§ Task directions: Only an exact repeat of the listing, without its images, counts as the answer.

- - - -

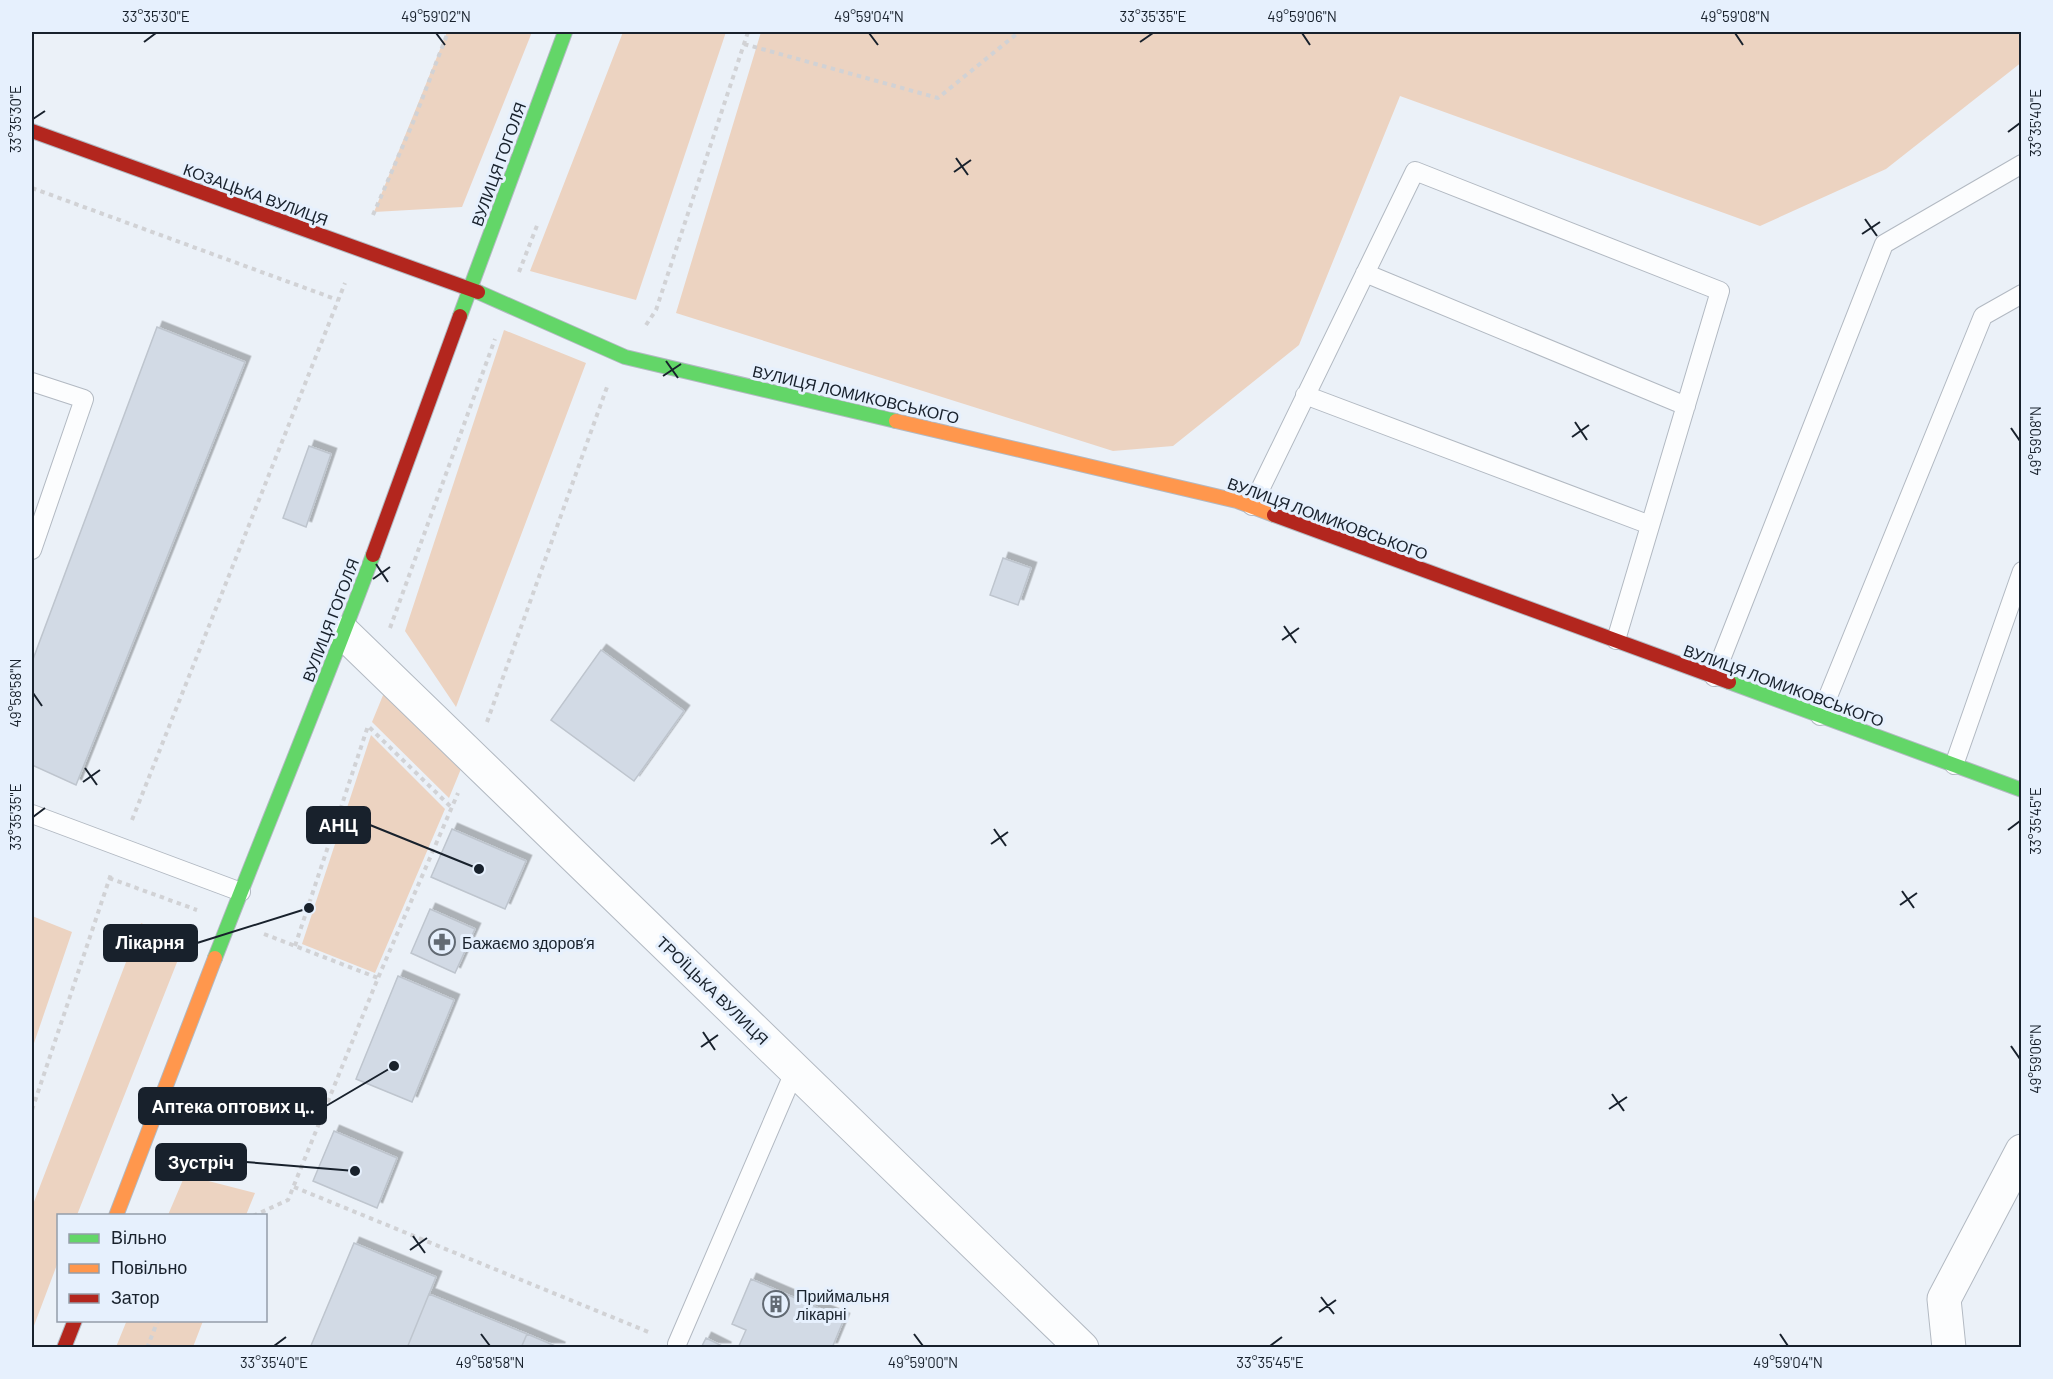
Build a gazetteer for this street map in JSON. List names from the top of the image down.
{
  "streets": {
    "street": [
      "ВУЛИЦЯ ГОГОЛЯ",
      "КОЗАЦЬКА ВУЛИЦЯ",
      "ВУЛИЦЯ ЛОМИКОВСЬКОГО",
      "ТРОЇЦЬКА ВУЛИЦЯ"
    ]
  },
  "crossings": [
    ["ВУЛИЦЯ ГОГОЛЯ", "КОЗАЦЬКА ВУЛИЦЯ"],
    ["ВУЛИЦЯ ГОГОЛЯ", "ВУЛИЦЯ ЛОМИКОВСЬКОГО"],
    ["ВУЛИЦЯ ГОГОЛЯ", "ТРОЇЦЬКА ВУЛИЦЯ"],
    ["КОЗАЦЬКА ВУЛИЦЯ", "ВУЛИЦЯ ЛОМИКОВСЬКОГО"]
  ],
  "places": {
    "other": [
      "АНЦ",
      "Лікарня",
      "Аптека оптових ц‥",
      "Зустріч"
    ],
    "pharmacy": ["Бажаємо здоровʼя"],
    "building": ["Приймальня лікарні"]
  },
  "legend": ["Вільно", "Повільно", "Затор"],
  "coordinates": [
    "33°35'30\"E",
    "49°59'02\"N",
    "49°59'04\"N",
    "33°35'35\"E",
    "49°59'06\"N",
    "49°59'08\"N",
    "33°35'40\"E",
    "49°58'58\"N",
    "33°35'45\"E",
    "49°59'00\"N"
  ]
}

- - - -

§ Result of this exercise:
Build a gazetteer for this street map in JSON. List names from the top of the image down.
{
  "streets": {
    "street": [
      "ВУЛИЦЯ ГОГОЛЯ",
      "КОЗАЦЬКА ВУЛИЦЯ",
      "ВУЛИЦЯ ЛОМИКОВСЬКОГО",
      "ТРОЇЦЬКА ВУЛИЦЯ"
    ]
  },
  "crossings": [
    ["ВУЛИЦЯ ГОГОЛЯ", "КОЗАЦЬКА ВУЛИЦЯ"],
    ["ВУЛИЦЯ ГОГОЛЯ", "ВУЛИЦЯ ЛОМИКОВСЬКОГО"],
    ["ВУЛИЦЯ ГОГОЛЯ", "ТРОЇЦЬКА ВУЛИЦЯ"],
    ["КОЗАЦЬКА ВУЛИЦЯ", "ВУЛИЦЯ ЛОМИКОВСЬКОГО"]
  ],
  "places": {
    "other": [
      "АНЦ",
      "Лікарня",
      "Аптека оптових ц‥",
      "Зустріч"
    ],
    "pharmacy": ["Бажаємо здоровʼя"],
    "building": ["Приймальня лікарні"]
  },
  "legend": ["Вільно", "Повільно", "Затор"],
  "coordinates": [
    "33°35'30\"E",
    "49°59'02\"N",
    "49°59'04\"N",
    "33°35'35\"E",
    "49°59'06\"N",
    "49°59'08\"N",
    "33°35'40\"E",
    "49°58'58\"N",
    "33°35'45\"E",
    "49°59'00\"N"
  ]
}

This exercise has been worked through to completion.